Stored data entries
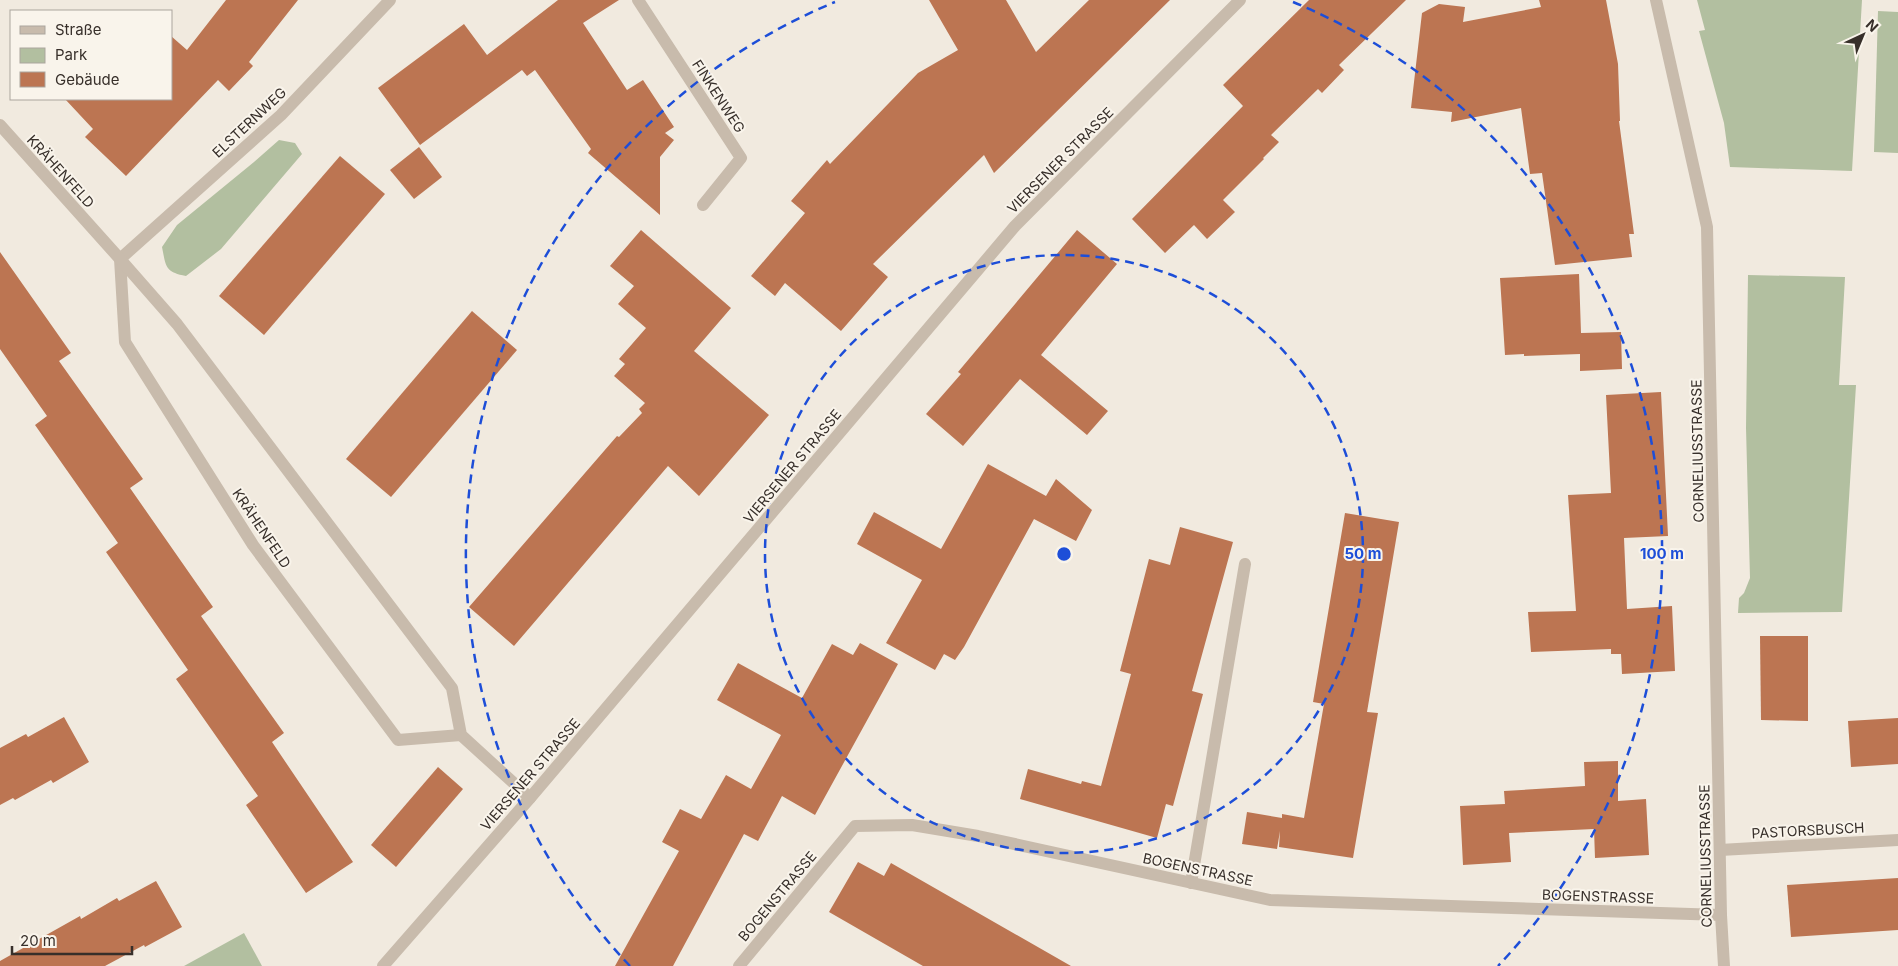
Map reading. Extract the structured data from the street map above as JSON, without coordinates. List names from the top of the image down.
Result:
{
  "streets": {
    "street": [
      "FINKENWEG",
      "ELSTERNWEG",
      "VIERSENER STRASSE",
      "KRÄHENFELD",
      "CORNELIUSSTRASSE",
      "PASTORSBUSCH",
      "BOGENSTRASSE"
    ]
  },
  "crossings": [
    ["ELSTERNWEG", "KRÄHENFELD"],
    ["CORNELIUSSTRASSE", "PASTORSBUSCH"],
    ["CORNELIUSSTRASSE", "BOGENSTRASSE"]
  ],
  "legend": ["Straße", "Park", "Gebäude"],
  "scale_bar": "20 m",
  "north": "top right",
  "rings": ["50 m", "100 m"]
}
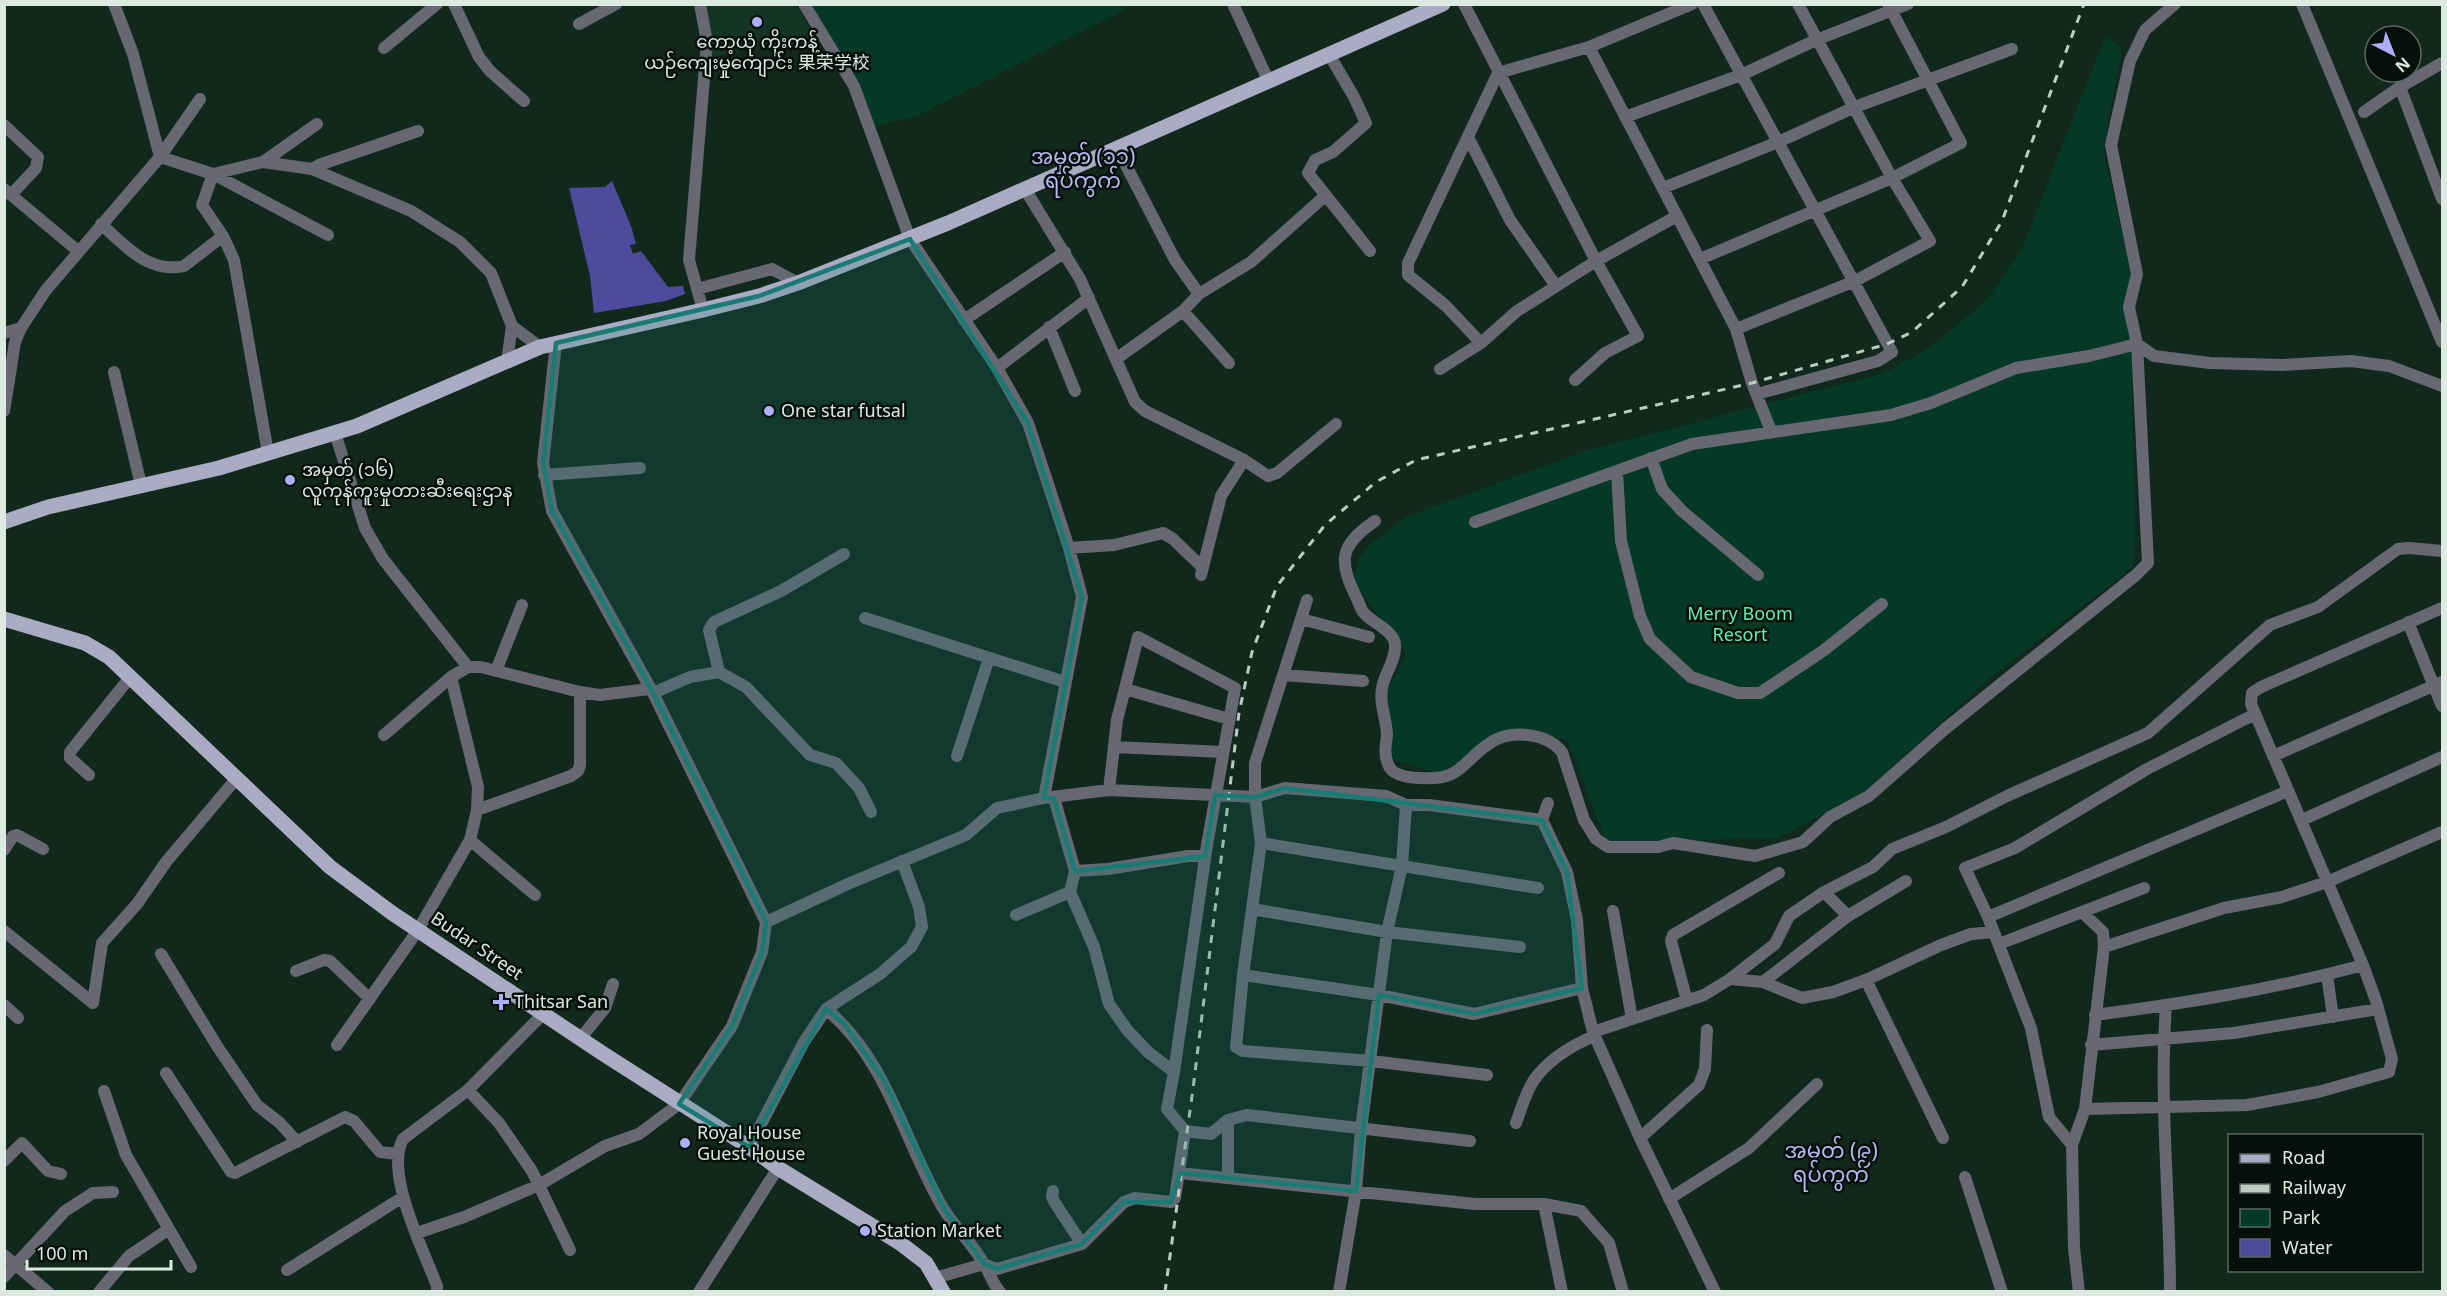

▶ [Your instructions]:
Exactly reproduce each record, leaving out any pictures.

▶ [Exercise response]:
Map reading. Extract the structured data from the street map above as JSON, without coordinates. List names from the top of the image down.
Result:
{
  "streets": {
    "street": [
      "FINKENWEG",
      "ELSTERNWEG",
      "VIERSENER STRASSE",
      "KRÄHENFELD",
      "CORNELIUSSTRASSE",
      "PASTORSBUSCH",
      "BOGENSTRASSE"
    ]
  },
  "crossings": [
    ["ELSTERNWEG", "KRÄHENFELD"],
    ["CORNELIUSSTRASSE", "PASTORSBUSCH"],
    ["CORNELIUSSTRASSE", "BOGENSTRASSE"]
  ],
  "legend": ["Straße", "Park", "Gebäude"],
  "scale_bar": "20 m",
  "north": "top right",
  "rings": ["50 m", "100 m"]
}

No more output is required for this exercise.